The problem appears to be in how CTK translates hardware state-change events from the IFD layer into TKSmartCardSlot.state updates and KVO notifications. For Apple's own hardware, this path presumably works correctly — the framework and the driver share a pedigree. For third-party IFD drivers, the translation appears unreliable. The PC/SC layer, which is lower in the stack and less dependent on the same driver-framework handshake, receives the events faithfully.
I tested across multiple sessions and multiple card types. The PC/SC event count was consistently within a reasonable range of the actual physical operations. The CTK event count was not.
Apple's response and honest assessment
Apple closed this finding without comment. No acknowledgement, no timeline, no statement that it was out of scope. A silent close is always the most ambiguous outcome — it could mean the finding was triaged as low priority, it could mean it is scheduled for a future release, or it could mean it fell through a gap in the review queue.

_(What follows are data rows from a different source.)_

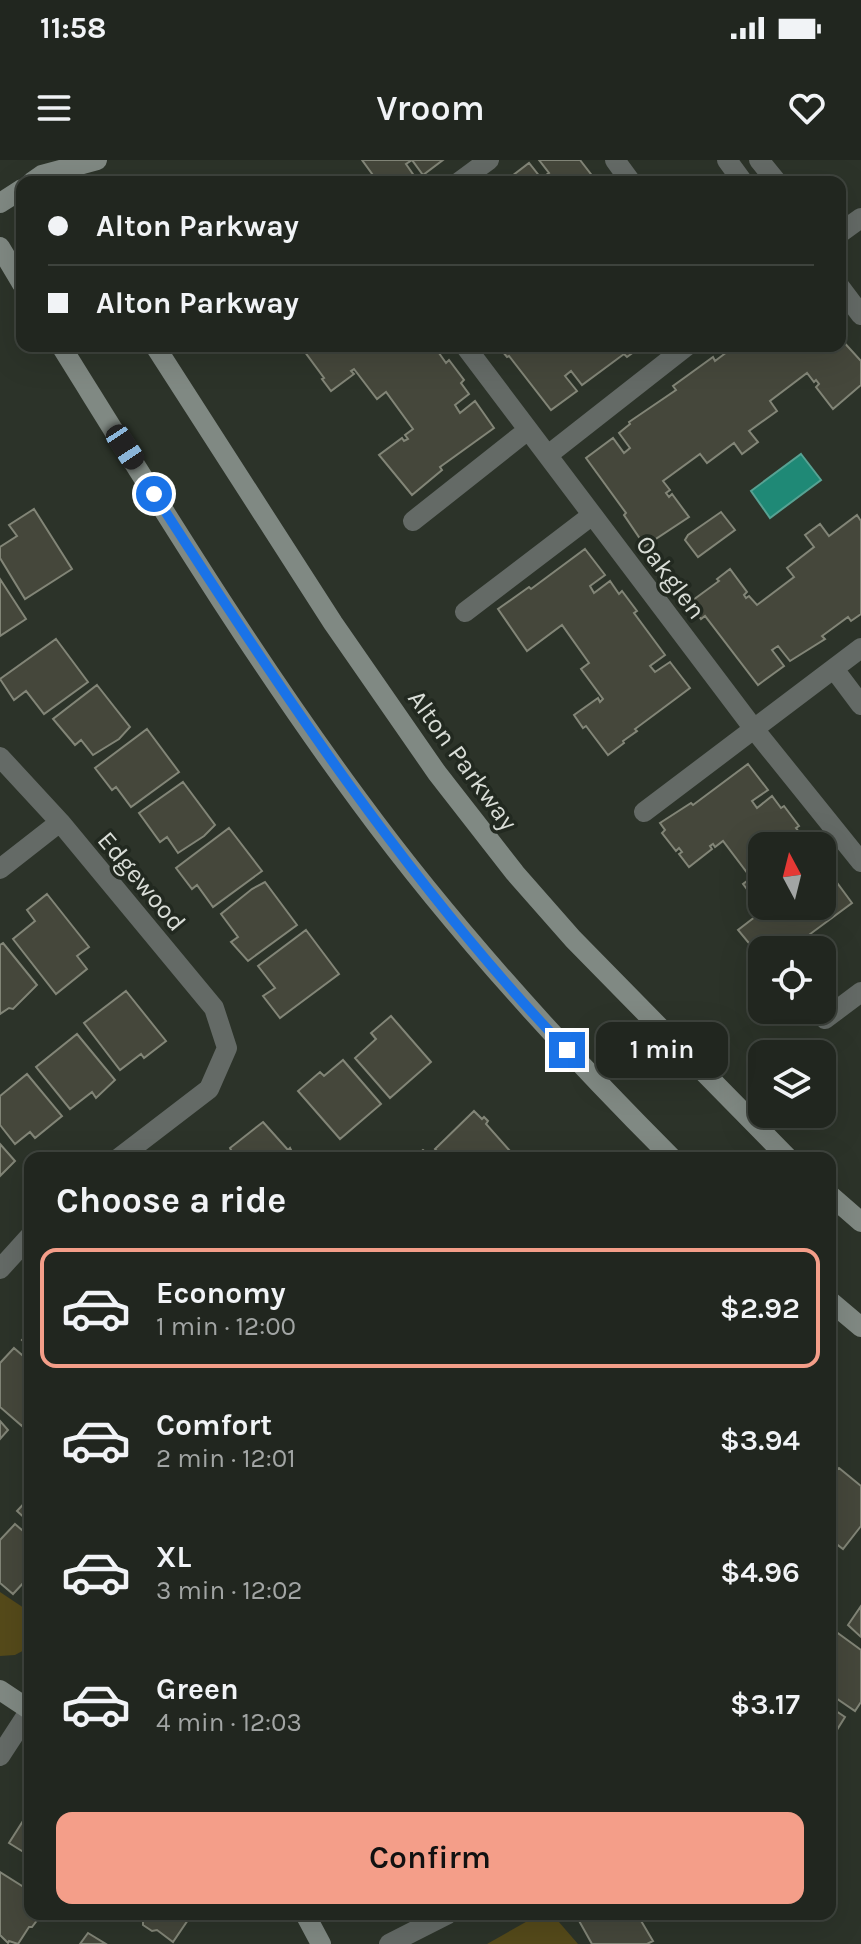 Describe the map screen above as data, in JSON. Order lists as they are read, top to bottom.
{
  "streets": {
    "main road": ["Alton Parkway"],
    "street": ["Oakglen", "Edgewood"]
  },
  "north": "top",
  "page": {
    "status": "11:58",
    "header": "Vroom",
    "banner": ["Alton Parkway", "Alton Parkway"],
    "bubble": "1 min",
    "heading": "Choose a ride",
    "list": [
      {
        "name": "Economy",
        "note": "1 min · 12:00",
        "value": "$2.92"
      },
      {
        "name": "Comfort",
        "note": "2 min · 12:01",
        "value": "$3.94"
      },
      {
        "name": "XL",
        "note": "3 min · 12:02",
        "value": "$4.96"
      },
      {
        "name": "Green",
        "note": "4 min · 12:03",
        "value": "$3.17"
      }
    ],
    "buttons": "Confirm"
  }
}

The silent close is frustrating but I understand the probable reasoning. The affected population is enterprise users with third-party USB IFD drivers and smartcard-based authentication policies. That is a real population — government, finance, defence contractors — but it is not the median Mac user. Apple's bounty programme prioritises findings with broad consumer impact; an IFD driver compatibility issue that affects enterprise smartcard deployments is unlikely to score highly in that model. The finding is technically real and the security implication is genuine: an organisation that has deployed smartcard-required authentication on Macs, relying on CTK's card-presence events to drive a screen-lock policy, may be surprised to discover that removing the card does not reliably trigger the lock. That is a gap worth knowing about. Whether it rises to Apple's current threshold for a remediation priority is a different question, and their prioritisation decision — if that is what the silence means — is understandable even if the outcome is not what I would have preferred.

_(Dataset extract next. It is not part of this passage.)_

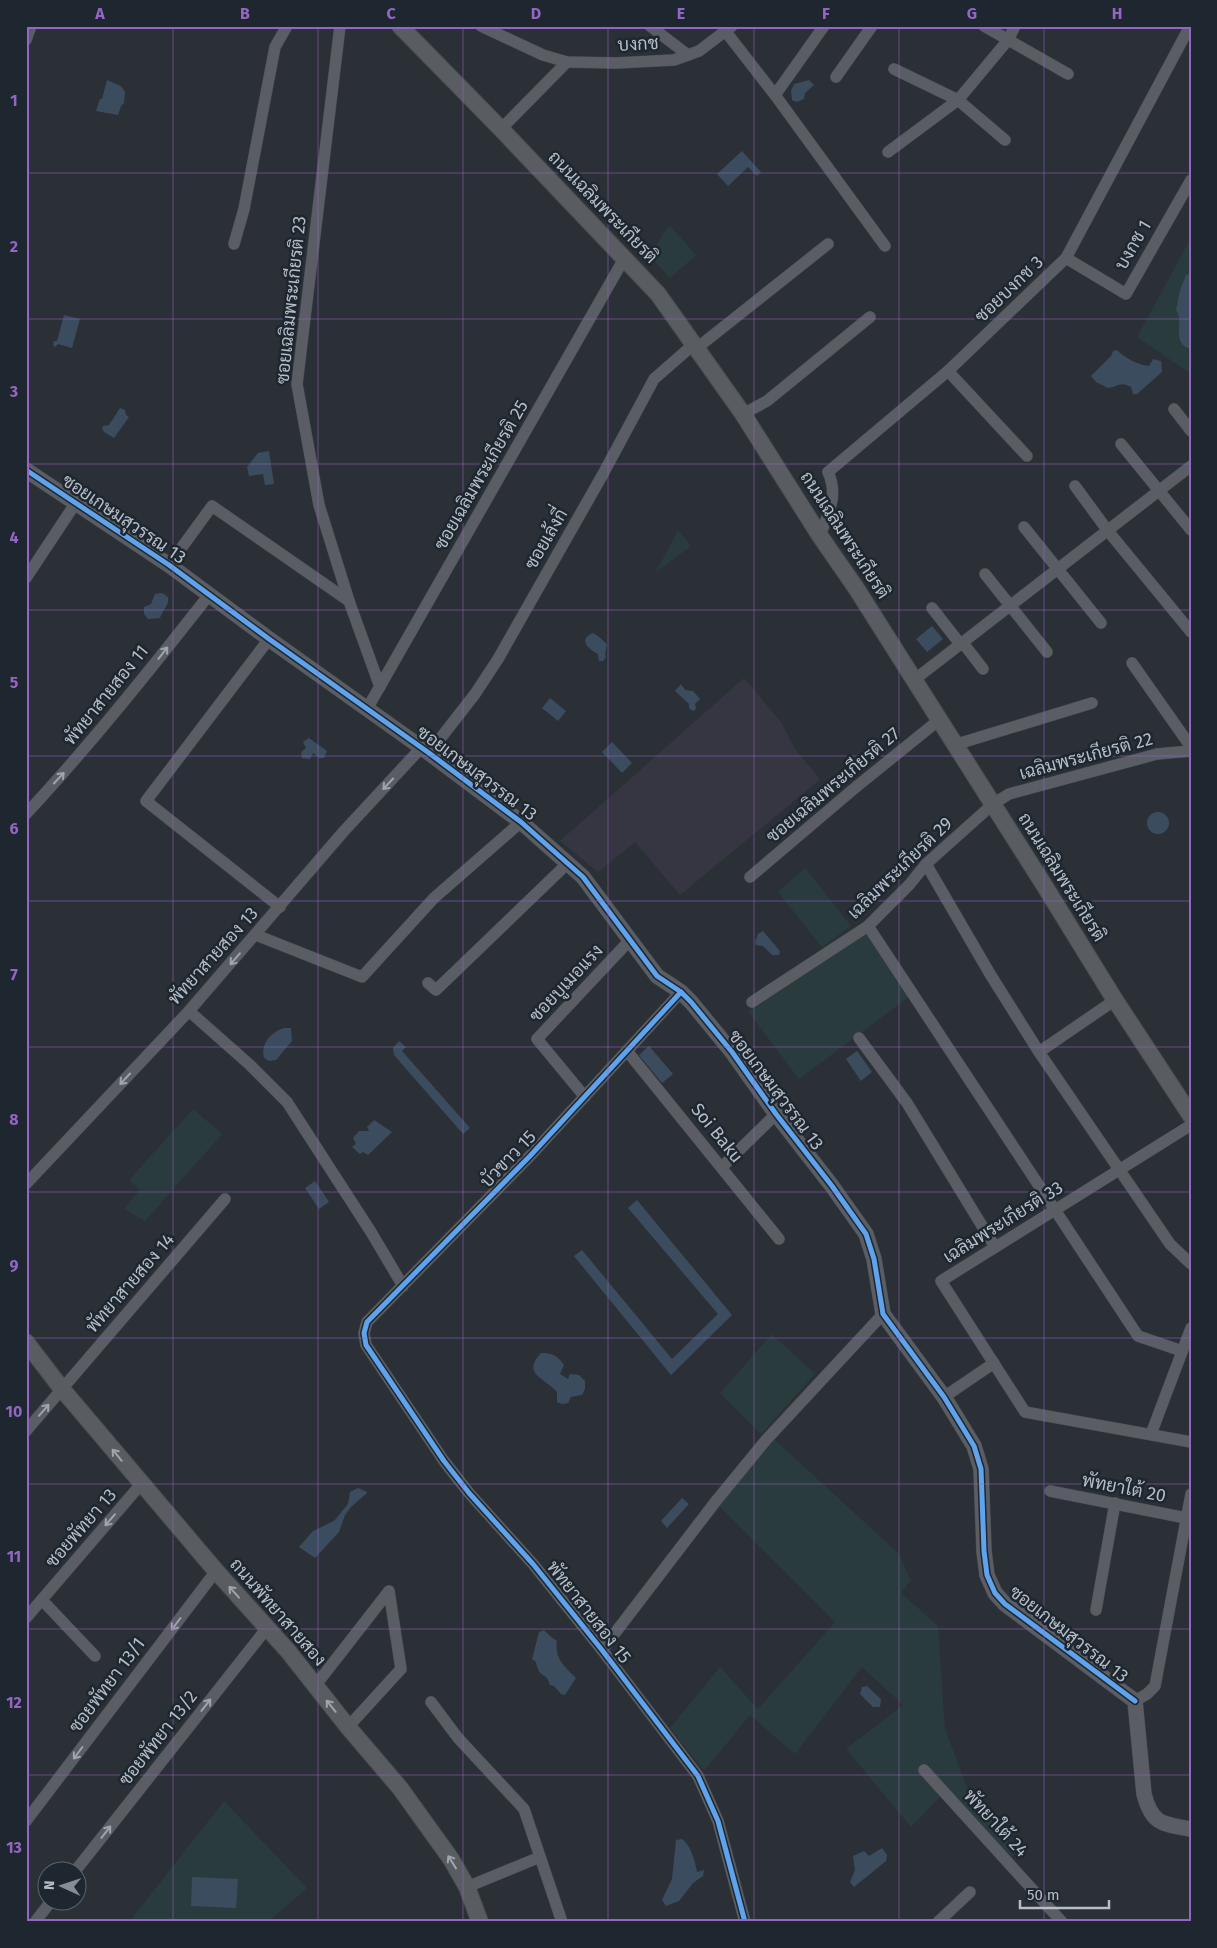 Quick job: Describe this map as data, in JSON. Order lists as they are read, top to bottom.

The mitigating control for organisations in this position is to add a polling-based check alongside the CTK KVO observer, or to use PC/SC directly for the card-presence signal rather than relying on CTK's state property. Neither is elegant, but both are more reliable than a CTK KVO observer alone for third-party hardware.
Disclosure note
This finding was submitted to Apple through the Apple Security Research Framework. Apple closed it without comment. The PoC above requires your own smartcard reader and your own test card. It does not interact with any network service or remote system. The event counts described in this post were observed on the author's own hardware over multiple test sessions.
Are you there? The framework said yes. The reader said the slot was empty.